Scan the entries below for the word "labels" and copy every line in which it occurs.

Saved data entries
—————

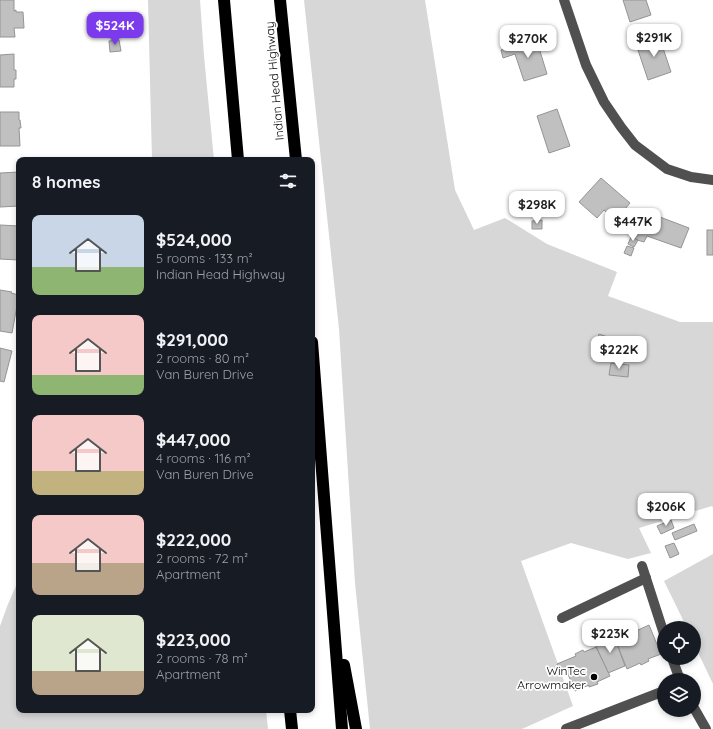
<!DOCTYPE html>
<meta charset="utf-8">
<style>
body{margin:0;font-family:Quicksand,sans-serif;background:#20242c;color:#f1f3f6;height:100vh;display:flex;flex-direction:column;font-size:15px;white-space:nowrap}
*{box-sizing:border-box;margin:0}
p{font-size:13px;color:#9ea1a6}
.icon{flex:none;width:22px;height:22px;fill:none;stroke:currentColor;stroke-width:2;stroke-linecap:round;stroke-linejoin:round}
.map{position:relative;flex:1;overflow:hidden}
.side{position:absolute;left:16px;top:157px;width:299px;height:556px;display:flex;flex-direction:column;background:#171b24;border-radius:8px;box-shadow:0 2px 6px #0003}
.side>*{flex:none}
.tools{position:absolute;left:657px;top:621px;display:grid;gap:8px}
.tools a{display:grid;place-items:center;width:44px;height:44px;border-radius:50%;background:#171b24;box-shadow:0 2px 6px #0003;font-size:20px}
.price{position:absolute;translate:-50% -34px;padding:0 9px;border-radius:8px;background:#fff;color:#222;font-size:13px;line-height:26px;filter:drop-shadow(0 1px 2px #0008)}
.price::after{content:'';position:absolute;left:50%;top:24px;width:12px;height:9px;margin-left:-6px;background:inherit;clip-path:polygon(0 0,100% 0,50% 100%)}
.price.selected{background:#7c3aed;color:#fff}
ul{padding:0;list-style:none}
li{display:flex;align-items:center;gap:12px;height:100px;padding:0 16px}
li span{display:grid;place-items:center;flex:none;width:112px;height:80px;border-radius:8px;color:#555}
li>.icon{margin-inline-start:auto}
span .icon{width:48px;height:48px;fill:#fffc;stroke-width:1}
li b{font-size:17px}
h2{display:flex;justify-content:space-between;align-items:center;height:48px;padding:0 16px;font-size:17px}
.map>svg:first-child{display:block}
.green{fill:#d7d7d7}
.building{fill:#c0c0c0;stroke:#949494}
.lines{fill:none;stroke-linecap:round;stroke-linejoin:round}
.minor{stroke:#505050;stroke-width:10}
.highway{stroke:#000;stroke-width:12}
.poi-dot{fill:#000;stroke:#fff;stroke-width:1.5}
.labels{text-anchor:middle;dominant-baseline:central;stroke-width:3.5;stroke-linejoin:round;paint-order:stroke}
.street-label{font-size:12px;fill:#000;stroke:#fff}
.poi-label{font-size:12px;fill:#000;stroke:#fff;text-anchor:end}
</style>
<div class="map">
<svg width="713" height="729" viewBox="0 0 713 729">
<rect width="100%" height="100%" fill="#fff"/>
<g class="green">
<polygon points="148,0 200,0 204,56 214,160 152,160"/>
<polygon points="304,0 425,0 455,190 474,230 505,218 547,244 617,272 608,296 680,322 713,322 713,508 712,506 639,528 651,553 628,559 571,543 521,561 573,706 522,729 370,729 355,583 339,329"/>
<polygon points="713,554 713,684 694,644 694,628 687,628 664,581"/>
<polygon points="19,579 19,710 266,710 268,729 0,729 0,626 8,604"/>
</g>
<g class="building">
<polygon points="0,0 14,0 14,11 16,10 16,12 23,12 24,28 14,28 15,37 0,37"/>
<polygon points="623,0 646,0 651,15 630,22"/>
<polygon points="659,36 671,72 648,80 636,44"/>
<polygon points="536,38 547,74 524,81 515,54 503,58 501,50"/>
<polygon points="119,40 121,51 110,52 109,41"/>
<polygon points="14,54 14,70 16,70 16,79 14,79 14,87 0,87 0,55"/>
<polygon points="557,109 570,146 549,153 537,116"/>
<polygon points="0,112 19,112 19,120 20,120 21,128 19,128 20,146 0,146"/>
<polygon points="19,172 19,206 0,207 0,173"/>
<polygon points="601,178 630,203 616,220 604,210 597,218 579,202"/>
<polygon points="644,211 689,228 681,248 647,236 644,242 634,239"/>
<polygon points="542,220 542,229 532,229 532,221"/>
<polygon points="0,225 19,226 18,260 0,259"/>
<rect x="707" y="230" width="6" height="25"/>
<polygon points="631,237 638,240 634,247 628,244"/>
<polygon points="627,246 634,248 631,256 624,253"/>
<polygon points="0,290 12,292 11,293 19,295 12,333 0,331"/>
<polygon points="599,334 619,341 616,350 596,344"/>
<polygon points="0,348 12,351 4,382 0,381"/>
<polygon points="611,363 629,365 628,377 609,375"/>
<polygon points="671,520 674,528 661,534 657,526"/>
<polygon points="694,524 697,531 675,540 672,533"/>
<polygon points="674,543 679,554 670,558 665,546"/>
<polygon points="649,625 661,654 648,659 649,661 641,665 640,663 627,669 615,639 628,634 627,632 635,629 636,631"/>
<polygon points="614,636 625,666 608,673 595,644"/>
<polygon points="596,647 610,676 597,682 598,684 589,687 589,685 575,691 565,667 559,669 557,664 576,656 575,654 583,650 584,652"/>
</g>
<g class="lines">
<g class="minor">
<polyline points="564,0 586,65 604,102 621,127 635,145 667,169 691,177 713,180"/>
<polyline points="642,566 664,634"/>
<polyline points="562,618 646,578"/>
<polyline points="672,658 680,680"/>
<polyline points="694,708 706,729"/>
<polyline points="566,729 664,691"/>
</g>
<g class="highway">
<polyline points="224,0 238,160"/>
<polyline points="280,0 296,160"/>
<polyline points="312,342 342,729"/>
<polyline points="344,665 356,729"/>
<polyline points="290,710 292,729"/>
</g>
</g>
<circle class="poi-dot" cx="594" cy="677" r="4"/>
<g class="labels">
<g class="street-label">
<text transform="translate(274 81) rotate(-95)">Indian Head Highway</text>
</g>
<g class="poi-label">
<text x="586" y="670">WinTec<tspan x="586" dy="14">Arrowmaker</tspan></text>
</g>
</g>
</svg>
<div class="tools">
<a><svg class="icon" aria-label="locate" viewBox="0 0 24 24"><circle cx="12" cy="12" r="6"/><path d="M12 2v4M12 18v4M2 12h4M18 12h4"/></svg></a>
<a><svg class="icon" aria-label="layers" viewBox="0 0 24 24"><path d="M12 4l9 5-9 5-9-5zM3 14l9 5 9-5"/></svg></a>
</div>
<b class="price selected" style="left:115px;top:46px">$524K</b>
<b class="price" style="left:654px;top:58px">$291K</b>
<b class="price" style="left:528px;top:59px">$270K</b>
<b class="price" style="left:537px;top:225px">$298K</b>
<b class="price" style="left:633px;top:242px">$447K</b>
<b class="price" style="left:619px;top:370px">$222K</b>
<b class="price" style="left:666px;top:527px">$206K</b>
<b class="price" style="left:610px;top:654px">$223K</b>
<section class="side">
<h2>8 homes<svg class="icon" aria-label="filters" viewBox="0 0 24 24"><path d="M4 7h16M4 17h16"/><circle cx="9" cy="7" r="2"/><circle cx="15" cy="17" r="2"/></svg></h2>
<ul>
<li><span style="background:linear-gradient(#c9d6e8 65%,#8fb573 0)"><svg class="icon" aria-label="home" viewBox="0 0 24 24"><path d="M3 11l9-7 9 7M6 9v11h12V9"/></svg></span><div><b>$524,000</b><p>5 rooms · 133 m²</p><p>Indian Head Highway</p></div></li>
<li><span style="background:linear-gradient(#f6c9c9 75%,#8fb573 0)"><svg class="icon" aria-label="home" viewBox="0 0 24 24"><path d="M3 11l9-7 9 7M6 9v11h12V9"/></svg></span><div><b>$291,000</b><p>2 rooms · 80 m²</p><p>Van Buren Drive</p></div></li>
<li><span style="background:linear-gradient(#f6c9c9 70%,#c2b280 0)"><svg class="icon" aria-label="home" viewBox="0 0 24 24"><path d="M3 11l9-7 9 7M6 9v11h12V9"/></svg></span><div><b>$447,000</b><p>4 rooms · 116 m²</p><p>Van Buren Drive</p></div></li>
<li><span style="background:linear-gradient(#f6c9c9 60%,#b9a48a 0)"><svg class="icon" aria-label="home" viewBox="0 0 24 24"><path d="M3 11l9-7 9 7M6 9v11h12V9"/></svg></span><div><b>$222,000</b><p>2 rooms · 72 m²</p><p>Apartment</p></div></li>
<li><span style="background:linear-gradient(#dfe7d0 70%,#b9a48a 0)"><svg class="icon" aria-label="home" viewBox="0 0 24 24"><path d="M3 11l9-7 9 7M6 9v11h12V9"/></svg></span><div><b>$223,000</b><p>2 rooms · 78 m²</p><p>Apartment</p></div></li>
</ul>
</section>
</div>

—————

Final answer:
.labels{text-anchor:middle;dominant-baseline:central;stroke-width:3.5;stroke-linejoin:round;paint-order:stroke}
<g class="labels">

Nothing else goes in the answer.